Collects statistics regarding the CPU and memory utilization of PowerPivot components and imports the data into the PowerPivot application database.

PowerPivot Management Dashboard Processing timer job


Updates the Management Dashboard workbook based on the data in the PowerPivot application database. This timer job must be scheduled to run after the Usage Data Processing timer job.
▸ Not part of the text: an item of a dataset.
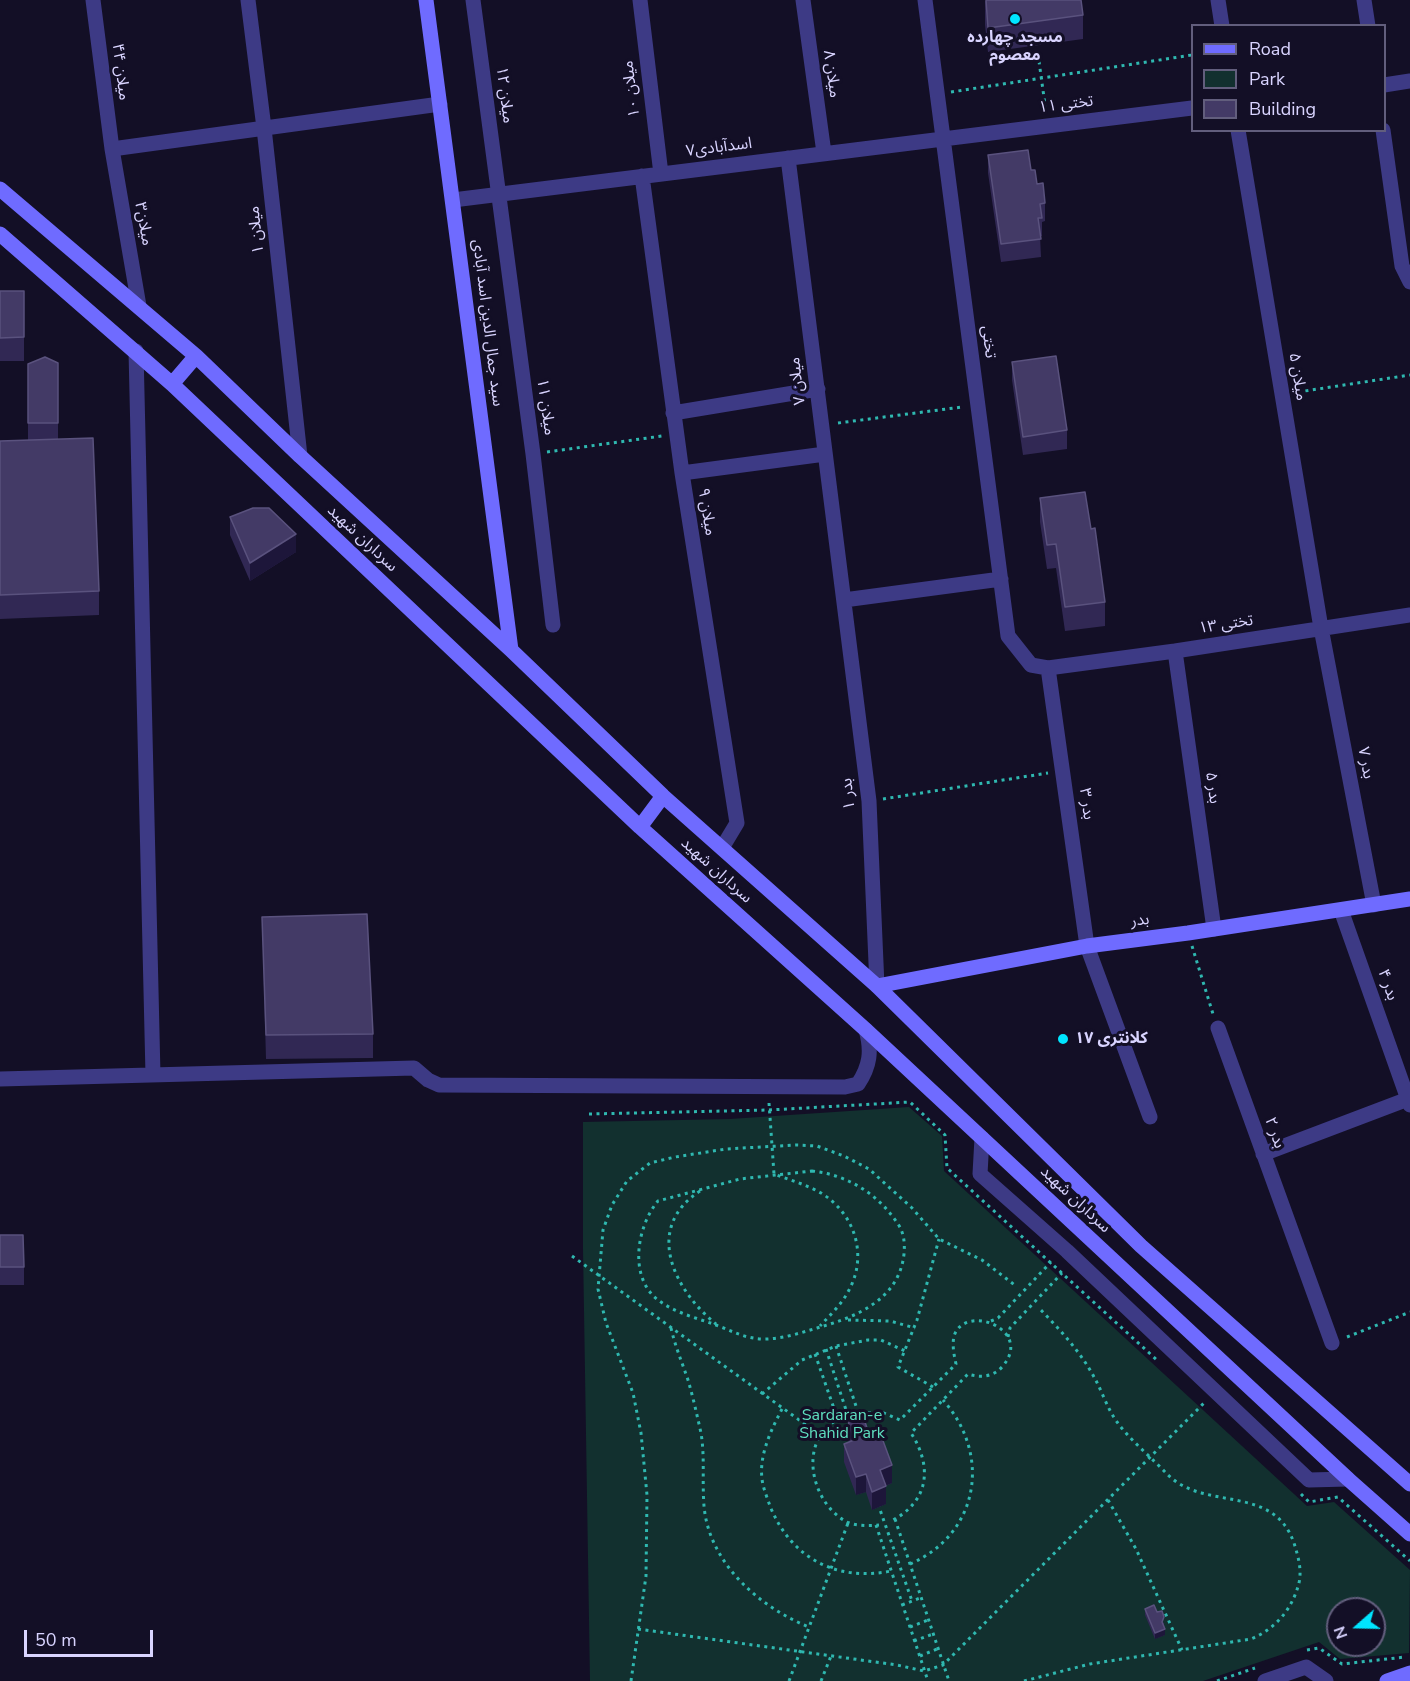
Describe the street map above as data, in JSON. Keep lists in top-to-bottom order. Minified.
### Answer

PowerPivot Setup Extension timer job


Verifies that all installed PowerPivot components are up-to-date and running and checks whether there are PowerPivot components that need to be patched after SQL Server patching runs.

Note: Microsoft SQL Server Management Studio can connect to an Analysis Services instance on a SharePoint server and list the VertiPaq databases loaded on demand when users interact with the workbooks. However, Microsoft does not support the use of SQL Server Management Studio for Analysis Servicesadministration on a SharePoint server. Use SharePoint Central Administration and PowerPivot Management Dashboard instead.
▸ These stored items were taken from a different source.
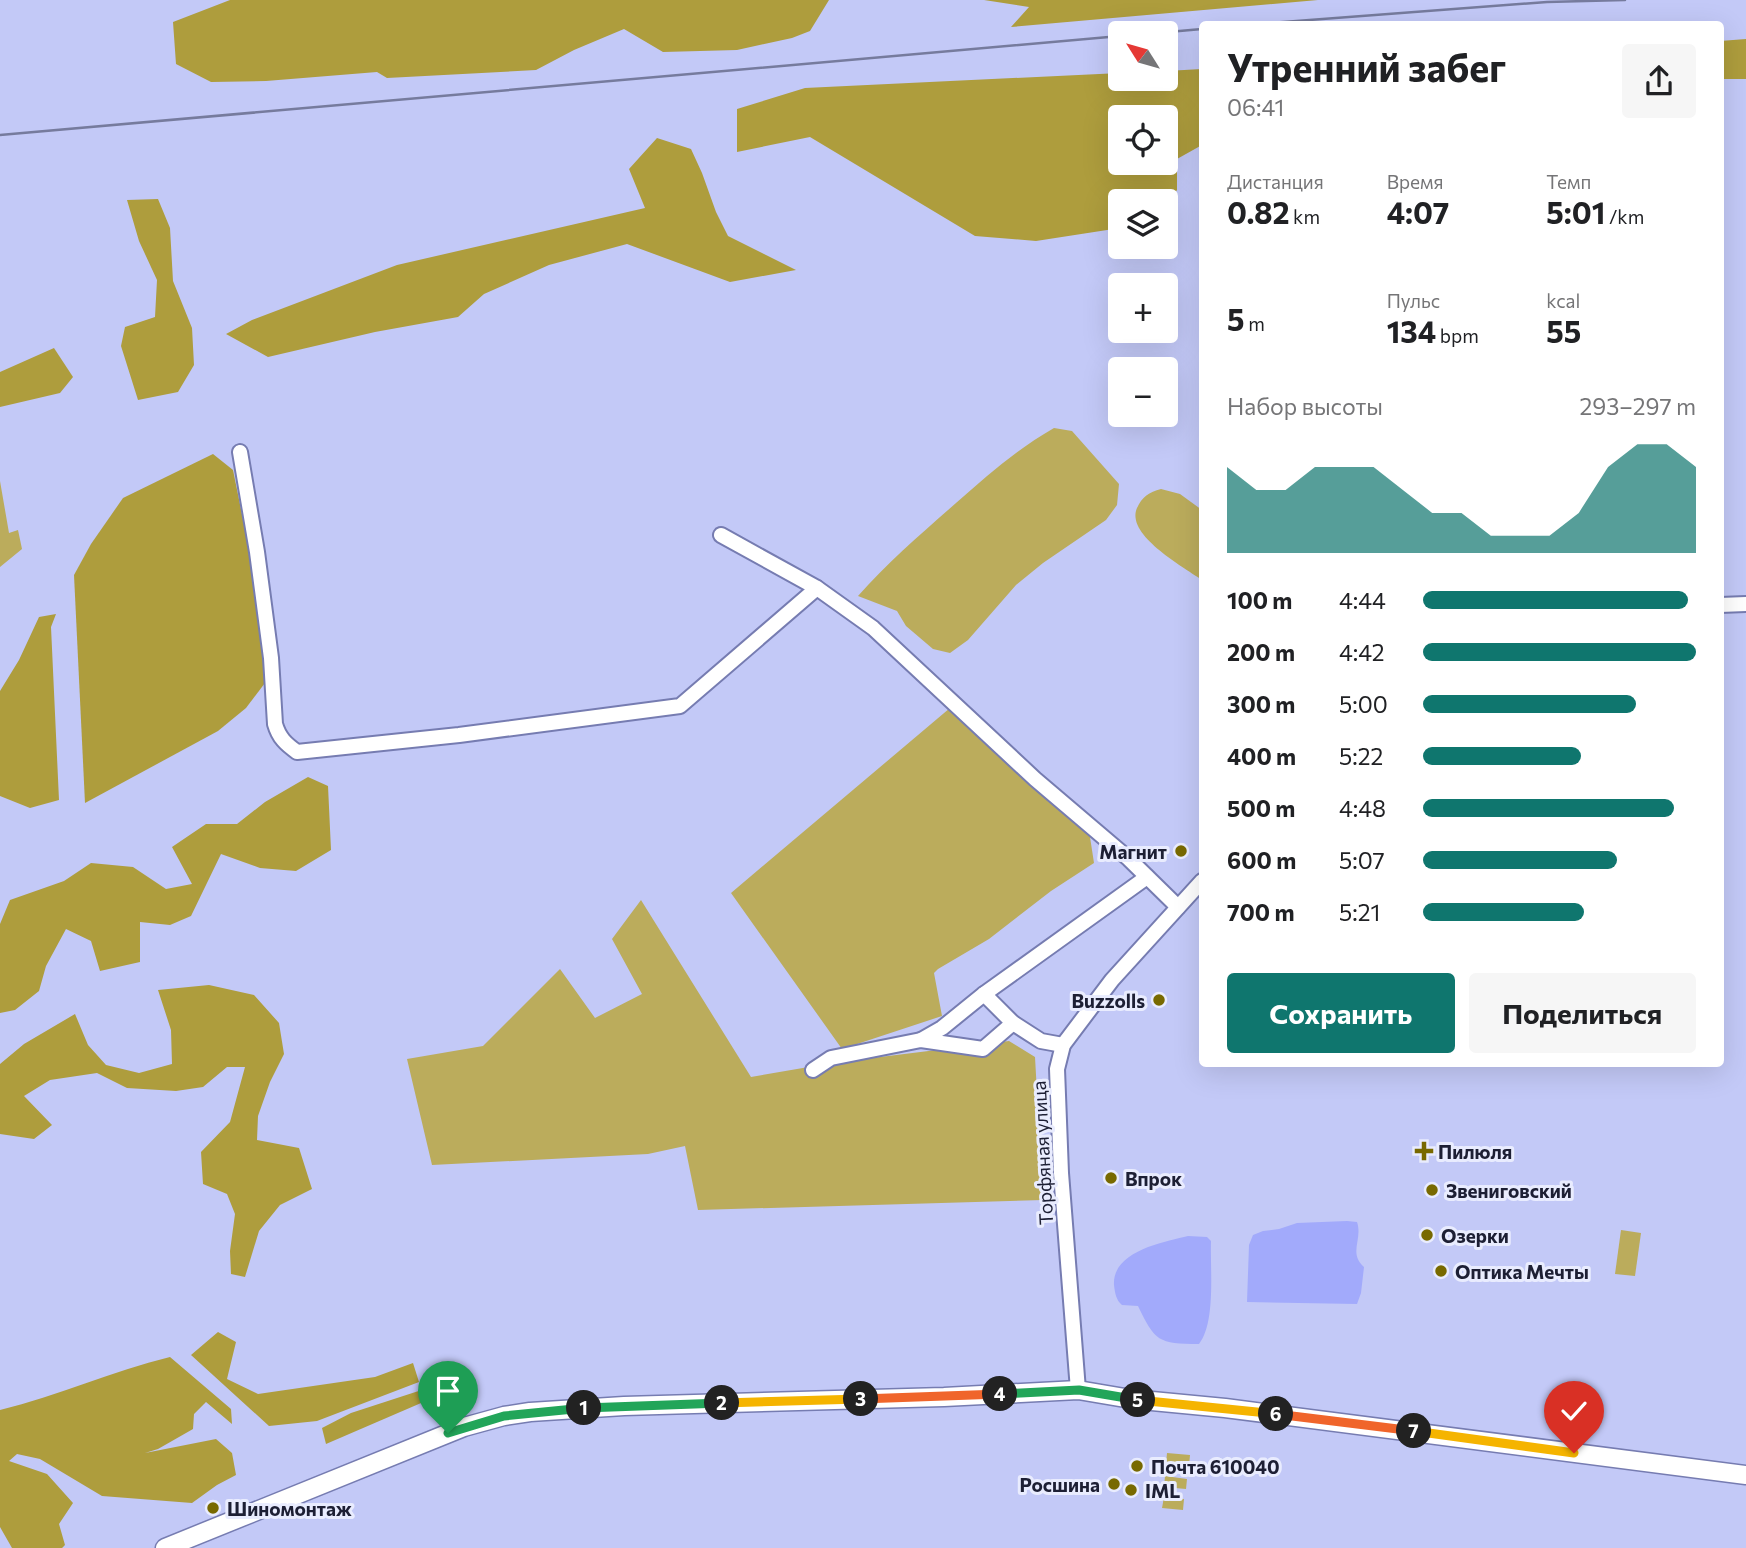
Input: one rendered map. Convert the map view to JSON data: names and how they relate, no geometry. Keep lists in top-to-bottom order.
{
  "streets": {
    "street": ["Торфяная улица"]
  },
  "places": {
    "other": [
      "Магнит",
      "Buzzolls",
      "Впрок",
      "Звениговский",
      "Озерки",
      "Оптика Мечты",
      "Почта 610040",
      "Росшина",
      "IML",
      "Шиномонтаж"
    ],
    "health": ["Пилюля"]
  },
  "north": "top left",
  "page": {
    "map_buttons": ["+", "−"],
    "heading": ["Утренний забег", "06:41"],
    "stats": [
      ["Дистанция", "0.82 km"],
      ["Время", "4:07"],
      ["Темп", "5:01 /km"],
      ["5 m"],
      ["Пульс", "134 bpm"],
      ["kcal", "55"]
    ],
    "chart": ["Набор высоты", "293–297 m"],
    "list": [
      {
        "name": "100 m",
        "note": "4:44"
      },
      {
        "name": "200 m",
        "note": "4:42"
      },
      {
        "name": "300 m",
        "note": "5:00"
      },
      {
        "name": "400 m",
        "note": "5:22"
      },
      {
        "name": "500 m",
        "note": "4:48"
      },
      {
        "name": "600 m",
        "note": "5:07"
      },
      {
        "name": "700 m",
        "note": "5:21"
      }
    ],
    "buttons": ["Сохранить", "Поделиться"],
    "pins": [
      "4",
      "3",
      "5",
      "2",
      "1",
      "6",
      "7"
    ]
  }
}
PowerPivot Farm Topologies

SQL Server PowerPivot supports all SharePoint farm topologies, ranging from standalone server deployments to large multi-server installations. A standalone server hosts all Web applications, service applications, and SQL Server databases on a single computer. This configuration is suitable for evaluation purposes and small workgroup environments. In most environments, however, it is more advantageous to deploy separate front-end servers and application servers. Figure 3 illustrates this concept.
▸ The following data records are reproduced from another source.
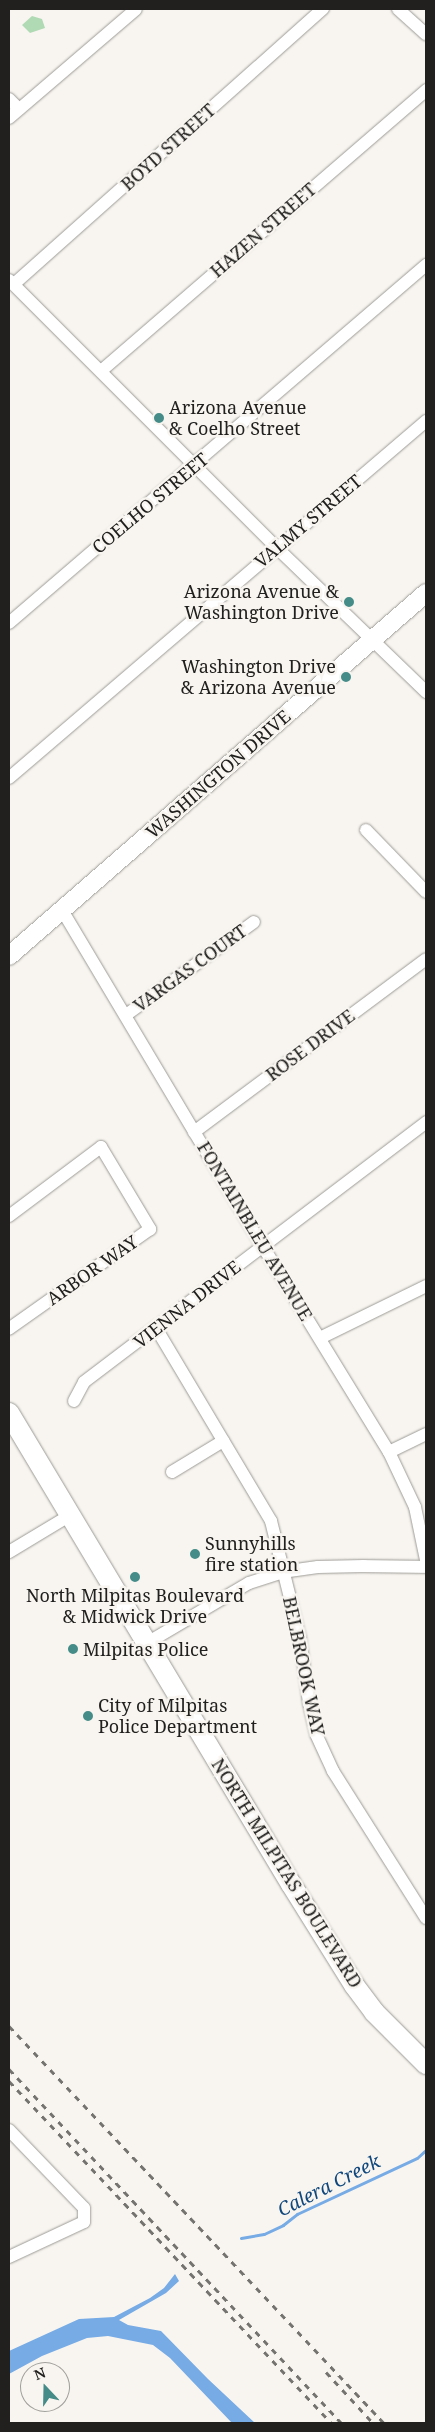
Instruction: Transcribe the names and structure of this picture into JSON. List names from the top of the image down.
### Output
{
  "streets": {
    "main road": ["NORTH MILPITAS BOULEVARD"],
    "street": [
      "BOYD STREET",
      "HAZEN STREET",
      "COELHO STREET",
      "VALMY STREET",
      "WASHINGTON DRIVE",
      "VARGAS COURT",
      "ROSE DRIVE",
      "FONTAINBLEU AVENUE",
      "ARBOR WAY",
      "VIENNA DRIVE",
      "BELBROOK WAY"
    ]
  },
  "crossings": [
    ["WASHINGTON DRIVE", "FONTAINBLEU AVENUE"],
    ["VARGAS COURT", "FONTAINBLEU AVENUE"],
    ["ROSE DRIVE", "FONTAINBLEU AVENUE"],
    ["FONTAINBLEU AVENUE", "VIENNA DRIVE"],
    ["VIENNA DRIVE", "BELBROOK WAY"]
  ],
  "water": ["Calera Creek"],
  "places": [
    "Arizona Avenue & Coelho Street",
    "Arizona Avenue & Washington Drive",
    "Washington Drive & Arizona Avenue",
    "Sunnyhills fire station",
    "North Milpitas Boulevard & Midwick Drive",
    "Milpitas Police",
    "City of Milpitas Police Department"
  ],
  "north": "top"
}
Figure 3: PowerPivot for SharePoint in a Multi-Server Farm Environment

By scaling out with multiple application servers, an organization can support SharePoint, SQL Server, and PowerPivot with higher availability, increased performance, better manageability, and greater security. PowerPivot can run together with other components and services on the same SharePoint server as long as the computer is not configured as a dedicated front-end server for Web applications or SharePoint Central Administration. It is also possible to deploy dedicated PowerPivot application servers that do not run other service applications, which is especially useful in environments with a large number of workbooks and long-running queries.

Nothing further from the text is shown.